Pub Date: Aug. 14th, 2014
ISBN: 978-1-59448-834-4
Publisher: Riverhead

A white guy has himself turned black through a total physical makeover in this disjointed first novel about racial identity, which follows Row's two story collections (Nobody Ever Gets Lost, 2011, etc.).

Two men, out of touch since they graduated from high school 20 years earlier, have a chance reunion on a Baltimore street. It’s Martin Wilkinson who stops Kelly Thorndike, because while Kelly doesn't look that different, Martin is now unrecognizable. He tells Kelly he's had “racial reassignment surgery” and is eager to go public about it. Kelly, who's the narrator, is hollowed out by the loss of his wife (who was Chinese) and daughter in a car accident; he's recently lost his job at a public radio station and agrees to help Martin tell his story. He visits Martin’s home and meets his wife, Robin. She's African-American, a high-powered child psychologist at Johns Hopkins; the couple has two adopted children, but Robin doesn’t know her husband’s secret. Martin is less forthcoming about his black-market electronics business. So, why did he do it? The answer is elusive.
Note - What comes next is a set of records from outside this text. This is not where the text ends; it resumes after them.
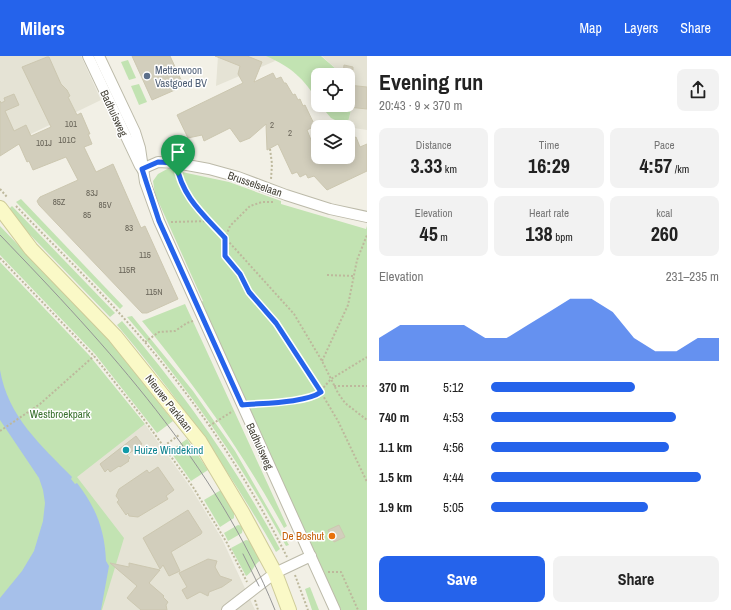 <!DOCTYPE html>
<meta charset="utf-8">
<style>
:root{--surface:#fff;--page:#f2f2f2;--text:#222;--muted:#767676;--accent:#2563eb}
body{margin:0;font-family:"Archivo Narrow",sans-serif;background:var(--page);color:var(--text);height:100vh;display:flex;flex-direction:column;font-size:15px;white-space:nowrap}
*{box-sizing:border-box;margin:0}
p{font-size:13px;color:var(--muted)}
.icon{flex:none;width:22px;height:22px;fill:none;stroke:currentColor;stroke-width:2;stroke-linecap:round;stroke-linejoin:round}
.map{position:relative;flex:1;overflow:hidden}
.drawer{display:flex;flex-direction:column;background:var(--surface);width:364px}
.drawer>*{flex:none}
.buttons{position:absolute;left:311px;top:12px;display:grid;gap:8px}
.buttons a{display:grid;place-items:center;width:44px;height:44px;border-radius:8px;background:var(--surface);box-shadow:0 2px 10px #0003;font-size:20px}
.pin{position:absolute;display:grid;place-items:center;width:34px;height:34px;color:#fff;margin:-41px -17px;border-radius:50% 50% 50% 0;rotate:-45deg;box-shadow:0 0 4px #0007}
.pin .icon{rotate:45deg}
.round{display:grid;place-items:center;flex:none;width:42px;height:42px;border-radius:8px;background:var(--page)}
.head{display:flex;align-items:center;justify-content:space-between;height:68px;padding:0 12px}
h1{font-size:22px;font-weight:700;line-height:30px}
.stats{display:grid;grid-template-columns:repeat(3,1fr);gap:6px;height:68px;padding:4px 12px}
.stats div{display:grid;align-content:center;border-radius:8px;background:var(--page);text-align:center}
.stats b{font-size:20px;font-weight:700}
.stats small{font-size:11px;font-weight:400}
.stats p{font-size:11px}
.chart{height:112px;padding:8px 12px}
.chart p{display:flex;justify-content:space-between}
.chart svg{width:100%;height:72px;margin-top:4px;fill:var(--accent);opacity:.7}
.cta{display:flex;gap:8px;margin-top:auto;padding:8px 12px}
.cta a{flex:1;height:46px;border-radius:8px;background:var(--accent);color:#fff;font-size:16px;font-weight:700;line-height:46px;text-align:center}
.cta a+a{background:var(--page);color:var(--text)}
ul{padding:0 12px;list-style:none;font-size:13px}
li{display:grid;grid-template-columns:64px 48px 1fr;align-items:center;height:30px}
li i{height:10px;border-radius:5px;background:var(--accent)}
header{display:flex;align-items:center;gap:24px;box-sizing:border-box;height:56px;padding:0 20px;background:var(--accent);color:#fff}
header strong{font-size:19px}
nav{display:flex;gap:22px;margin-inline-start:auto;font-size:14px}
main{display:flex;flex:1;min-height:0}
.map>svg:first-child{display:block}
.residential{fill:#e5e3d5}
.green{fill:#c2e3b2}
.water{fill:#a6c0ea}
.building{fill:#d2cebc;stroke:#ccc7b0}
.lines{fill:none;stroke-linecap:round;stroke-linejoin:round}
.minor-casing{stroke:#bcbaa9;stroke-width:12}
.secondary-casing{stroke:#cecb99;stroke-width:16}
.path{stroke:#bdb89c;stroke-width:2;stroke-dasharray:2 2;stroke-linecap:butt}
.minor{stroke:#fff;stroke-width:10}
.secondary{stroke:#faf9c7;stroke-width:14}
.tram{stroke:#959595;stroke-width:1}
.route-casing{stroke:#fff;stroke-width:8}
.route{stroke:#2563eb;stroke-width:5}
.service-dot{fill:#5c6f8a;stroke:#fff;stroke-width:1.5}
.culture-dot{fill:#0f9aa8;stroke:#fff;stroke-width:1.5}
.food-dot{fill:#e8710a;stroke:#fff;stroke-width:1.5}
.labels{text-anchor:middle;stroke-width:3;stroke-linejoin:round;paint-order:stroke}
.number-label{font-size:9px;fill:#686458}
.service-label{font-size:11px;fill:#4e5e75;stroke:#fff;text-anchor:start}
.street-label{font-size:11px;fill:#444136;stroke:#fff}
.park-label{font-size:11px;fill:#39712e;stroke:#fff}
.culture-label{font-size:11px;fill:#0d838f;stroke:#fff;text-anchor:start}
.food-label{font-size:11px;fill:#c56008;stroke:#fff;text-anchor:end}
</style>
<header>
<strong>Milers</strong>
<nav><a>Map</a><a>Layers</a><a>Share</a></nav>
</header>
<main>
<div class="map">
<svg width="367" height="554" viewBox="0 0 367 554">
<rect width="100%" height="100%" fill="#f2f0e6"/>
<g class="residential">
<polygon points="0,0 81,0 101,44 0,93"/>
<polygon points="218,0 273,0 275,5 216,30"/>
<polygon points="322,0 367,0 367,74 347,71 351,54 347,54 347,51 339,50 348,49 348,19 343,19"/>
<polygon points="145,368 191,432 222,483 255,554 101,554 74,422"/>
</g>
<g class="green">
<path d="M266,0H321L343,19H318V46C304,22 291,11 266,0Z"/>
<polygon points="128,4 136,22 129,24 121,6"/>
<polygon points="139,28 147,46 139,49 131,30"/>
<polygon points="320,49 339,49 347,51 347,54 351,54 347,70 331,62"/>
<polygon points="169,112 183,112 182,116 229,126 281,145 281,148 366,173 367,170 367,554 341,554 201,246 203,245 155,138 153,125 158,118"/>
<polygon points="21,143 123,250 120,253 16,146"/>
<polygon points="12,150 115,257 110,261 7,155"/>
<polygon points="0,170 109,284 173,365 157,377 95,298 0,199"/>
<polygon points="0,206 89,299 145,368 77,421 124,482 102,554 0,554"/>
<path d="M185,248L287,470L284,472C243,397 196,330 142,265Z"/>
<path d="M132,260L193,335L235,395L289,489L286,490C242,408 188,332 127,261Z"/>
<path d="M122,265C183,335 236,411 280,493L276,496C230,415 177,340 117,269Z"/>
<polygon points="187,383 208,414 191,425 170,395"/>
<polygon points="221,434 234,456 234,462 220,471 204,444"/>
<polygon points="238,469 243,470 242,477 228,485 224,477"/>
<path d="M246,484L251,485L261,504C254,508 253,516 246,520L231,492Z"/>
<polygon points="310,531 319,554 312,554 305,533"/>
</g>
<path class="water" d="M0,314C8,361 41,389 72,421L71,423L75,428L77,427C96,451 105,475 106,505L109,510L101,554H0V542L22,515L34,495L43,465L45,447L43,434L39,422L0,364Z"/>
<g class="building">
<polygon points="132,0 170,0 184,30 152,44"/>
<polygon points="215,0 247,0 262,6 254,26 273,17 276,23 281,21 284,27 286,27 293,39 295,38 298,44 300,43 303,50 305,49 315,70 307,74 318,101 348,101 348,85 356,81 360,91 367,88 367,115 327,134 314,120 308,122 306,118 300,121 297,116 292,118 278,88 267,94 266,68 250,82 240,86 230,72 204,85 202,79 188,82 177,59 243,27 238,18 240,10"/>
<polygon points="47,1 49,1 61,28 67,34 70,40 68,41 77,59 81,57 90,78 88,78 92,88 84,91 96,116 113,108 141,172 145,170 178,243 147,257 142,257 39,149 37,145 40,141 78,124 66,101 33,114 29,105 27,106 19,88 0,100 0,45 1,47 5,45 4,42 14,38 19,49 5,55 14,75 26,69 31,80 51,71 22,11"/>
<polygon points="344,9 353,11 353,19 343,19"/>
<polygon points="348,29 367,31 367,53 348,51"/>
<polygon points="136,380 142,388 127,399 130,402 128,404 129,405 120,411 119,410 110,416 108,413 105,416 100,408"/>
<polygon points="158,411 174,434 166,440 168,443 138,461 129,460 128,457 126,459 117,446 119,444 116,440 119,433 147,414 149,417"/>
<polygon points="188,454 202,476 201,478 171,496 180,515 169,520 163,509 160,513 143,482"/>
<polygon points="339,469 345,481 334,486 328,474"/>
<polygon points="208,503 217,505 215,511 220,520 232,524 222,531 209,536 208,540 200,536 187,543 182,534 187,531 179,517"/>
<polygon points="110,507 129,511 129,507 160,514 149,527 164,540 163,541 168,546 166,549 167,554 141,554 127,542 137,530"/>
</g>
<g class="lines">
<defs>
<g id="minor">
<polyline points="88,0 140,110"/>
<polyline points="99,0 135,76 140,92 145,126 159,165 335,554"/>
<polyline points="142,113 158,106 176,107 209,113 238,121 286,139 330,153 367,161"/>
<polyline points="227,554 275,517 311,500"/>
</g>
<polyline id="secondary" points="0,152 31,193 115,280 200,386 242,456 275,517 289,554"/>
</defs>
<use href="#minor" class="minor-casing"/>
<use href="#secondary" class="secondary-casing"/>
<g class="path">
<polyline points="270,93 272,108 271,123"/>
<polyline points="177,117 183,132 192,145 294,258 322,305 338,337 345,347 367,364"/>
<polyline points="0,133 7,141"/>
<polyline points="273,146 262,146 250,150 230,170 225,182 225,200 240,218 249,236 276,267 309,316 338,365 367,426"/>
<path d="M16,150C54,190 93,227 129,268C192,338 245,417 287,501"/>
<polyline points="171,166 210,165"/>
<polyline points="0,202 94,300 140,358 193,431 227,487 247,526"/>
<polyline points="327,219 353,220"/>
<polyline points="145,286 159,276 175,275 187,267 193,265"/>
<polyline points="322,305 348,249 357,204 367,179"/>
<polyline points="334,330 367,330"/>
<polyline points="252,348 299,344 316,340 331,323 367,301"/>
<polyline points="209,370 233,355"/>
<polyline points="0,375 40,348 94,300"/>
<polyline points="164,390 179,379"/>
<polyline points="328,516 341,516 358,554"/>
<polyline points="295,519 308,554"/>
<polyline points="255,544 258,554"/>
</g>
<use href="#minor" class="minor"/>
<use href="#secondary" class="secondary"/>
<g class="tram">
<path d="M0,179C108,291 216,408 275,554"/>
<polyline points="243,498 259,530"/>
</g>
</g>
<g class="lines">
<defs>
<path id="route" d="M158,106L176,107C182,141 202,157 225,182V200L240,218L249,236L276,267L321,336C306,347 262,347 242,349L159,165L142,113Z"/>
</defs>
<use href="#route" class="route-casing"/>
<use href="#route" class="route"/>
</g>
<circle class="service-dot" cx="147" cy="20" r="4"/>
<circle class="culture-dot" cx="126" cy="394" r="4"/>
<circle class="food-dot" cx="332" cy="480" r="4"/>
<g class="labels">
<g class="number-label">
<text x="71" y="71">101</text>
<text x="272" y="72">2</text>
<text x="290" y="80">2</text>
<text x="67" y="87">101C</text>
<text x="44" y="90">101J</text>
<text x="92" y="140">83J</text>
<text x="59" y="149">85Z</text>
<text x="105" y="152">85V</text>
<text x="87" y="162">85</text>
<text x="129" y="175">83</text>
<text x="145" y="202">115</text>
<text x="127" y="217">115R</text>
<text x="154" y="239">115N</text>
</g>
<g class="service-label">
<text x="155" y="18">Metterwoon<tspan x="155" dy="13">Vastgoed BV</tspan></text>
</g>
<g class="street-label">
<text transform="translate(114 57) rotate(65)" y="4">Badhuisweg</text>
<text transform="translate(255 128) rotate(19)" y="4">Brusselselaan</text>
<text transform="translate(169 347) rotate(52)" y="4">Nieuwe Parklaan</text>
<text transform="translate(260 390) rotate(65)" y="4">Badhuisweg</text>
</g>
<g class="park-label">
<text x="60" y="362">Westbroekpark</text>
</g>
<g class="culture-label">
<text x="134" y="398">Huize Windekind</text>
</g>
<g class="food-label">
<text x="324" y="484">De Boshut</text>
</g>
</g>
</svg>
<div class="buttons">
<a><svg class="icon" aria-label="locate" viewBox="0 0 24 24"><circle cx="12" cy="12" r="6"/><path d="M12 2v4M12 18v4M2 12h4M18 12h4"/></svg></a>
<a><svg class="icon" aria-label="layers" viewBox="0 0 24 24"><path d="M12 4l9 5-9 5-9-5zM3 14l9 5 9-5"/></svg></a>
</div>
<div class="pin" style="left:178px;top:120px;background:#1e9e55"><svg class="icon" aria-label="arrive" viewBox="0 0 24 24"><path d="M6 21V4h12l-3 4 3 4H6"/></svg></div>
</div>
<section class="drawer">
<div class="head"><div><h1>Evening run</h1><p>20:43 · 9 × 370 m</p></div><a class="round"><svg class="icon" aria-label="share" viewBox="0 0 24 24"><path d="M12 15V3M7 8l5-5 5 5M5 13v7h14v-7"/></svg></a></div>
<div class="stats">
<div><p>Distance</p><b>3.33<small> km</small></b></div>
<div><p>Time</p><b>16:29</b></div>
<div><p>Pace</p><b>4:57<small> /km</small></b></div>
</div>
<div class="stats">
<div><p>Elevation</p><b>45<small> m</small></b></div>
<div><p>Heart rate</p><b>138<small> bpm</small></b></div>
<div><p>kcal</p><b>260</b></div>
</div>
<div class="chart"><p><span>Elevation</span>231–235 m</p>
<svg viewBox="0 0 160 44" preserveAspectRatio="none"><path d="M0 44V30L10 22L20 22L30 22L40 22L50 30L60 30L70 22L80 14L90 6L100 6L110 14L120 30L130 38L140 38L150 30L160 30V44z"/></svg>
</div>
<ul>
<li><b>370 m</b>5:12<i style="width:63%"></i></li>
<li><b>740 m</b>4:53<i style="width:81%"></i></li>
<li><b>1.1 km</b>4:56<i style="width:78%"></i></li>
<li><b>1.5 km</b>4:44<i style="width:92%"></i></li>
<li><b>1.9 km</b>5:05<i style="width:69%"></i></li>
</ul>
<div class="cta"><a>Save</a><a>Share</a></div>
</section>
</main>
The son of a gay, nonobservant Jew, he spent his 20s distributing pot on the college circuit. His momentous decision came after a weed and peyote blowout, making it seem an elaborate lark. That Martin is one slick operator becomes even clearer in the concluding section in Bangkok, where he had his surgery. He introduces Kelly to Silpa, his Thai surgeon, and talks about expanding the racial reconstruction business, projecting brands and franchises, patents and payoffs. This is full-blown speculative fiction, a drastic change from the previously realistic framework; then, just as disorienting, Kelly dislodges Martin with his own identity crisis.

For all its considerable pretension, Row’s debut novel offers few insights into the formation of racial consciousness.